Early in The Pretty One, Audrey reprimands her sister Laurel for sleeping with the much younger neighbor, a boy who the pair used to babysit. “Hunter… is almost 18!” is all the response the homely Laurel can muster. It’s the kind of joke you’d expect from a Wes Anderson film, where characters justify self-deprecating and dangerous behavior with one-liners highlighting a moralistic detachment from society and a lack of understanding of other people. While Anderson’s films can feel fabricated and constructed, there is an undercurrent of truth in the way his characters behave. I don’t know anyone that talks like Margot Tenenbaum or walks in slow motion like Steve Zissou, but their awkward familial interactions and lack of self-awareness resound universally.
Although The Pretty One doesn’t share any stylistic similarities with an Anderson film, it does try to tackle themes of family and identity with a similar blend of the morose and the humorous. Audrey and Laurel (both played by Zoe Kazan) are twins, and the film’s first act wastes no time highlighting the exaggerated differences between the two. Audrey is pretty and personable; Laurel is plain and awkward. Audrey has a fashion sense; Laurel wears their deceased mother’s clothes. Audrey has a career at a boutique real estate company; Laurel still lives with their father, assisting him as he makes forgeries of famous paintings. After a tragic car accident in which Audrey is killed, Laurel seizes the opportunity to re-start her life and steals her deceased sister’s identity. What follows is a somewhat formulaic romantic comedy, in which Laurel must adapt to the role of “Audrey,” in the process learning how to embrace her own weirdness. Laurel tries to reconcile Audrey’s former relationship with the married Charles as she falls for her neighbor/tenant Basel (Ron Livingston and Jake Johnson, both in nearly identical roles as their characters from last year’s Drinking Buddies).
Like any film featuring one actor portraying multiple characters (or depicting one character impersonating another), a considerable amount of weight lays on Zoe Kazan’s performance. Kazan effectively conveys “Audrey’s” enthusiasm, born out of shy Laurel’s attempts to recreate Audrey’s exuberance. Kazan and Johnson’s Basel (This guy must be the most charming guy ever, right? It’s like he has chemistry with everyone!) manages to build a relationship almost solely from their dialogue and exchanged looks (with the assistance of one brief, Parental Guidance-suggested love scene). Much credit is due to first time writer/director Jenée LaMarque, who imbues the formulaic structure of the rom-com with intelligence, reinforcing the themes of identity and falsity/forgery throughout. Laurel and her father create false duplicates of paintings (when Laurel finally reclaims and accepts her own identity, she composes an original). There is also the continued role-playing between “Audrey” and Basel as “the Browns,” a happily married couple with two children. And then there is the fantastic final scene set on Halloween (a holiday where everyone is busy being someone else): a conversation between Laurel and Basel full of wordplay and symbolism regarding duality and identity.

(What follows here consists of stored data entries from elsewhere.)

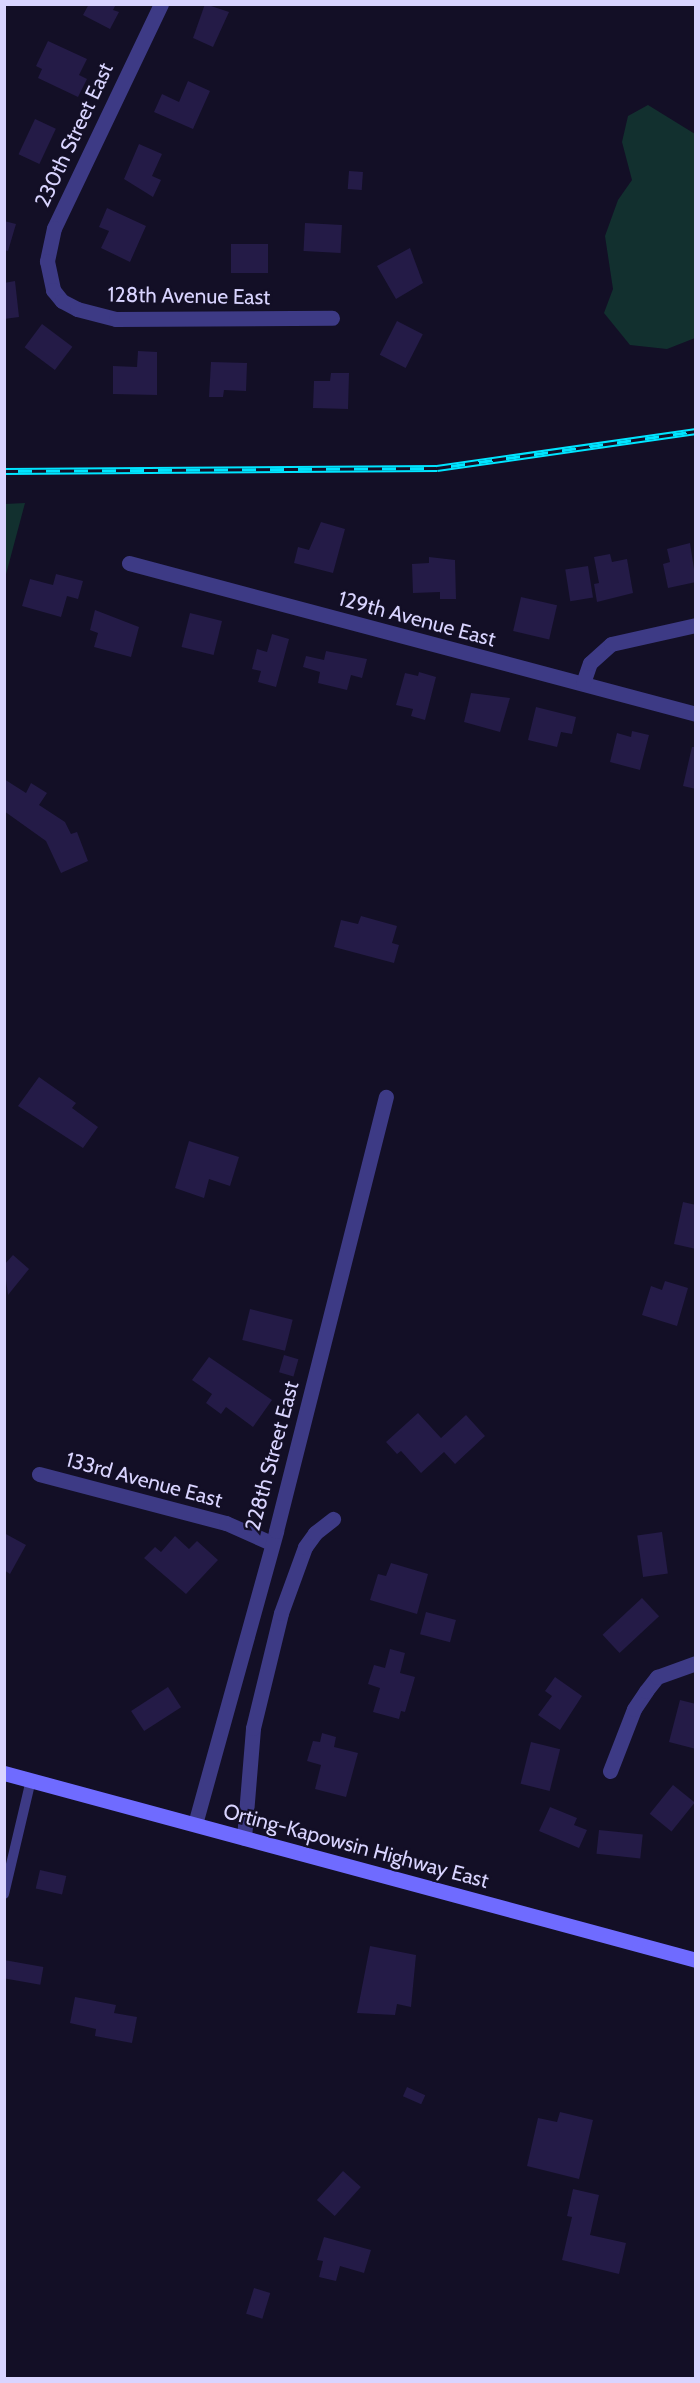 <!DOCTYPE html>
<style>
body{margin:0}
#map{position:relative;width:700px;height:2383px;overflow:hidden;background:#130f26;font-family:Cabin,sans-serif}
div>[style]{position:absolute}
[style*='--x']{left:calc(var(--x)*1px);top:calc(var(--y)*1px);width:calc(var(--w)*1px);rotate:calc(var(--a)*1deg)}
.green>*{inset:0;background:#12302f}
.building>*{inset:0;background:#241b47;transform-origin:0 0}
.lane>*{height:10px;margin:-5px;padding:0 5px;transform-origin:5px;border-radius:5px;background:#3d3a85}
.street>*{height:15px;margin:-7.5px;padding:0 7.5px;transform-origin:7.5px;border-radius:7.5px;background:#3d3a85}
.secondary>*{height:15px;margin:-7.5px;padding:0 7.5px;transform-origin:7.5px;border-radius:7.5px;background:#6f6bff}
.rail>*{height:7px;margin-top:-3.5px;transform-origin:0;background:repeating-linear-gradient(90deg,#130f26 0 14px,#00e5ff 0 28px);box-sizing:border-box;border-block:2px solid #00e5ff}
span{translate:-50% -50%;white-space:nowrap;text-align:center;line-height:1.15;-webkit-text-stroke:4.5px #130f26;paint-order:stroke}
.street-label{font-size:21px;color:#d9d4ff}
.frame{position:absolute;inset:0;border:6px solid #d9d4ff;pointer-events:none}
</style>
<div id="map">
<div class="green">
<div style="clip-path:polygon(648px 105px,695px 134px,695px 338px,667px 349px,630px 345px,604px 313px,613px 289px,605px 236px,618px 200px,632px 180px,622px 142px,628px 116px)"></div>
<div style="clip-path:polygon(25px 503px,5px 578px,5px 504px)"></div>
</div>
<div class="building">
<div style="clip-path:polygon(89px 4px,116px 4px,113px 10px,119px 12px,110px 29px,83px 15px)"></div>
<div style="clip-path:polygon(205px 4px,229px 12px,213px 47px,193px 38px)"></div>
<div style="clip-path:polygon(48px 41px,87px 59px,79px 75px,87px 79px,78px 97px,38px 78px,42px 69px,36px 66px)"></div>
<div style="clip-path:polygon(188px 81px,210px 91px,193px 129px,154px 112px,162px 94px,179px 102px)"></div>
<div style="left:35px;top:119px;width:23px;height:39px;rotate:25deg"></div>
<div style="clip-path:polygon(139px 144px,162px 154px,152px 176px,161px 180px,153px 197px,124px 179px)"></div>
<div style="left:349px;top:171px;width:14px;height:18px;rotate:4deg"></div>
<div style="clip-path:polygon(107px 208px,146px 226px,130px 262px,101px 248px,109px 231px,99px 227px)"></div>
<div style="clip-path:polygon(4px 221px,16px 224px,8px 251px,4px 250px)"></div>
<div style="left:305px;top:223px;width:37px;height:28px;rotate:3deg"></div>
<div style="left:268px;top:244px;width:29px;height:37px;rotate:90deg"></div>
<div style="clip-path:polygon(410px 248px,423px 283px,396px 299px,377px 266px)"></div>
<div style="clip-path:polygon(15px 281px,19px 317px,4px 319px,4px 283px)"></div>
<div style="left:397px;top:321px;width:29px;height:38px;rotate:27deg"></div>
<div style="left:42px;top:324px;width:38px;height:29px;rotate:37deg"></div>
<div style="clip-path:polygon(138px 351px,157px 352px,157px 395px,113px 394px,113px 366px,137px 367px)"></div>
<div style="clip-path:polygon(211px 362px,247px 363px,246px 391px,224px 390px,223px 397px,209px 397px)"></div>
<div style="clip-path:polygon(331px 373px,349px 373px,348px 409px,313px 408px,314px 381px,330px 381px)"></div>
<div style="clip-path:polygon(321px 522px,345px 529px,333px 573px,294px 563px,298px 547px,309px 550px)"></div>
<div style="clip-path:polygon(690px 543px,696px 582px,668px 588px,663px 564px,670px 562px,667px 549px)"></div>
<div style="clip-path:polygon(610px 554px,612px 562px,627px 559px,633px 593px,597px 602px,594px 584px,599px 583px,594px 557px)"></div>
<div style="clip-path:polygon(429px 557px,455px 560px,456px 599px,440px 599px,440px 592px,413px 593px,412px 564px,429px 563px)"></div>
<div style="left:588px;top:566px;width:32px;height:23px;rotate:81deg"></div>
<div style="clip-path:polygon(56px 574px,83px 581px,78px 599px,67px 596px,61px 617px,22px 606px,30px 579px,53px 585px)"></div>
<div style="left:521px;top:597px;width:37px;height:35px;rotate:13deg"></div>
<div style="clip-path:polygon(95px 610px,139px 627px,131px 657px,94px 647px,98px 633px,90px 630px)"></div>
<div style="left:190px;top:613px;width:33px;height:35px;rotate:14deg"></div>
<div style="clip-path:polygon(272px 634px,289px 639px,276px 687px,258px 682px,261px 671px,252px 669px,257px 649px,267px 652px)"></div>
<div style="clip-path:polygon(326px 651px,367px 659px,362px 678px,351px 675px,347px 690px,318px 683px,320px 672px,303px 667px,306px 656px,324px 660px)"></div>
<div style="clip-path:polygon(419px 672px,436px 677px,425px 720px,411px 716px,413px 709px,396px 705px,405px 673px,418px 676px)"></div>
<div style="clip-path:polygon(471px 693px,510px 698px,500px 732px,464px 722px)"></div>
<div style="clip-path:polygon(536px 707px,576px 717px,572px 734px,561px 732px,557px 747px,528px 740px)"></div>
<div style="clip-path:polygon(632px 731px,649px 735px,640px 770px,610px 762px,617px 733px,631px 737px)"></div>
<div style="clip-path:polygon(692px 747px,696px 747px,696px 789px,683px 786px)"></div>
<div style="clip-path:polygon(4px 779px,26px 793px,31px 783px,47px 793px,39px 805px,65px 822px,71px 834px,77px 832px,88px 861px,61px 873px,46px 841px,4px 811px)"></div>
<div style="clip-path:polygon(361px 916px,397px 926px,392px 943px,399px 945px,394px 963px,334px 947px,341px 920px,358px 924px)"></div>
<div style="clip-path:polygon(39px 1077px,76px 1103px,72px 1108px,98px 1127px,83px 1148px,18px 1106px)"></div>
<div style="clip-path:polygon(189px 1141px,239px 1157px,230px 1186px,209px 1179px,204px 1198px,175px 1188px)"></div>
<div style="clip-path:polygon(683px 1202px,696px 1205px,696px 1249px,674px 1244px)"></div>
<div style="clip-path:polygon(13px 1255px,29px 1269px,8px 1295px,4px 1265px)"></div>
<div style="clip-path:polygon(665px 1281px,688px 1288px,677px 1326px,642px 1315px,651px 1286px,662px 1290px)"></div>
<div style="left:250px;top:1309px;width:44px;height:32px;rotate:14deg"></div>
<div style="left:284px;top:1355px;width:15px;height:18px;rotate:16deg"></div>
<div style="clip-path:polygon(209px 1357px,272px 1400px,253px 1427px,226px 1407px,221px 1414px,206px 1403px,212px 1394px,192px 1380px)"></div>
<div style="clip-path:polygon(418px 1413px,441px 1438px,466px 1415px,485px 1436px,455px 1464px,444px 1452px,421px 1473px,401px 1451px,397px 1454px,386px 1442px)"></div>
<div style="left:662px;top:1532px;width:42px;height:25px;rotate:82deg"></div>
<div style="clip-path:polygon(4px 1533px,26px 1545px,10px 1574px,4px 1570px)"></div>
<div style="clip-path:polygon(175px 1536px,189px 1549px,197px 1541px,218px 1560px,186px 1594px,144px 1558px,155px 1547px,161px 1552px)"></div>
<div style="clip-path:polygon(391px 1563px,428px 1574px,417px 1614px,370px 1600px,378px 1574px,386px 1576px)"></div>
<div style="left:642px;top:1598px;width:25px;height:54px;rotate:47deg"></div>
<div style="left:426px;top:1612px;width:31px;height:23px;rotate:15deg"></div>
<div style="clip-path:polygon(390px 1649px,405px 1653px,400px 1673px,415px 1677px,405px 1712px,401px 1711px,399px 1719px,373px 1712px,380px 1688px,368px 1684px,374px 1665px,385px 1668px)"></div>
<div style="clip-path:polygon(555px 1677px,582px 1696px,560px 1730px,538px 1715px,552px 1696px,545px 1691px)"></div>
<div style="left:168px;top:1687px;width:24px;height:44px;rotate:57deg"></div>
<div style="clip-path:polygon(680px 1700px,696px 1704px,696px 1749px,669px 1742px)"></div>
<div style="clip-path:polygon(322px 1733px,336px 1737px,334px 1747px,358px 1753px,346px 1797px,315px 1789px,321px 1765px,307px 1761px,313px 1741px,320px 1742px)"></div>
<div style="left:531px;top:1742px;width:30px;height:43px;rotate:14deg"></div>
<div style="left:673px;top:1785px;width:28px;height:37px;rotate:39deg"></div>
<div style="clip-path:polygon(550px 1807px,577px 1818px,574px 1825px,587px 1830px,579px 1848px,539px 1831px)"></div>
<div style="left:599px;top:1830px;width:44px;height:24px;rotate:6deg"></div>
<div style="left:40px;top:1870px;width:27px;height:19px;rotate:13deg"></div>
<div style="clip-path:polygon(370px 1946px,416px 1955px,411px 2007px,397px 2004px,395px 2015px,357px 2013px)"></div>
<div style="left:4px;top:1960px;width:40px;height:18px;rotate:10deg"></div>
<div style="clip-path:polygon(75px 1997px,116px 2005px,114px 2013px,137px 2017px,132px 2043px,95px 2036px,96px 2029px,70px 2023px)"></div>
<div style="left:407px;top:2087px;width:20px;height:10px;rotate:24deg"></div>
<div style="clip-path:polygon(560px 2112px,593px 2120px,579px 2179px,527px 2166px,538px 2118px,557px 2122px)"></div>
<div style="left:343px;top:2171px;width:24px;height:39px;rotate:42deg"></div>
<div style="clip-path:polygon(573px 2189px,599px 2195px,590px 2235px,626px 2243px,619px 2274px,562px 2260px,572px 2217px,567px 2216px)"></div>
<div style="clip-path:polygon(324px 2237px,371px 2250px,364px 2273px,340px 2266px,336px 2281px,319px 2277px,323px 2261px,317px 2260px)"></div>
<div style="left:254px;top:2288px;width:17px;height:27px;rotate:17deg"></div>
</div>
<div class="lane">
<div style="--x:4;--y:1894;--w:117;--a:-76.7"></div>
</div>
<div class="street">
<div style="--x:161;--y:4;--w:248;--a:115.5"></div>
<div style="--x:54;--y:228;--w:34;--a:102"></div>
<div style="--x:47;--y:261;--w:30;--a:78"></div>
<div style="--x:53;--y:290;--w:14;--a:51"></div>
<div style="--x:62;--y:301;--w:17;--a:28"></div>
<div style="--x:77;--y:309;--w:40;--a:14.4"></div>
<div style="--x:116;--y:319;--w:216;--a:-0.3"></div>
<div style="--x:129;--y:563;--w:587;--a:14.91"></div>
<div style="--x:583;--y:683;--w:21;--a:-71"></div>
<div style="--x:590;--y:663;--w:28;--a:-42"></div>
<div style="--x:611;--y:644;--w:87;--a:-12.6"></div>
<div style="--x:39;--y:1474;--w:193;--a:14.7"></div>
<div style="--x:226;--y:1523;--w:49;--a:24"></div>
<div style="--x:610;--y:1771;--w:66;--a:-68.8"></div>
<div style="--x:634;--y:1709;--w:22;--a:-56"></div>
<div style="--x:646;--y:1691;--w:18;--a:-52"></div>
<div style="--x:657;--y:1677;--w:41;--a:-19.7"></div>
<div style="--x:195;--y:1824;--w:304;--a:-74.5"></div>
<div style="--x:276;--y:1531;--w:448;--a:-75.8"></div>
<div style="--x:244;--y:1838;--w:110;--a:-85.3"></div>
<div style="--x:253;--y:1728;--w:118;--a:-76.3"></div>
<div style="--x:281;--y:1613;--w:70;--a:-70"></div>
<div style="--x:305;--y:1547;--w:17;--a:-54"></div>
<div style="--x:315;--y:1533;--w:23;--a:-38"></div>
</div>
<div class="secondary">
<div style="--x:4;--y:1773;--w:717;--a:15.12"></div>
</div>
<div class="rail">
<div style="--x:4;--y:471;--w:433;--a:-0.4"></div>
<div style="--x:437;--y:468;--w:262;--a:-8.1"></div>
</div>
<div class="street-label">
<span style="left:74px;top:135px;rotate:-65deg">230th Street East</span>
<span style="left:189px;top:296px;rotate:1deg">128th Avenue East</span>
<span style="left:417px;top:619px;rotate:15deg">129th Avenue East</span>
<span style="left:272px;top:1456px;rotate:-75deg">228th Street East</span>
<span style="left:144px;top:1480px;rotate:15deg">133rd Avenue East</span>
<span style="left:356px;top:1846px;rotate:15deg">Orting-Kapowsin Highway East</span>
</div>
<div class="frame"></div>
</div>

Despite the strength of this final scene, there is some clunky characterization (Laurel never actually seems to go through mourning for the death of her twin) and a reliance on the standard elements of the romantic comedy. The film doesn’t manage to seamlessly fluctuate between a morbid and comic tone as well as Harold and Maude or The Royal Tenenbaums, but there are a few moments of sublime awkwardness — Basel bleeding all over Laurel’s painting comes to mind. Mired in a genre in which everyone seems to be phoning it in these days, The Pretty One isn’t particularly cool or innovative, but it is exceptionally competent.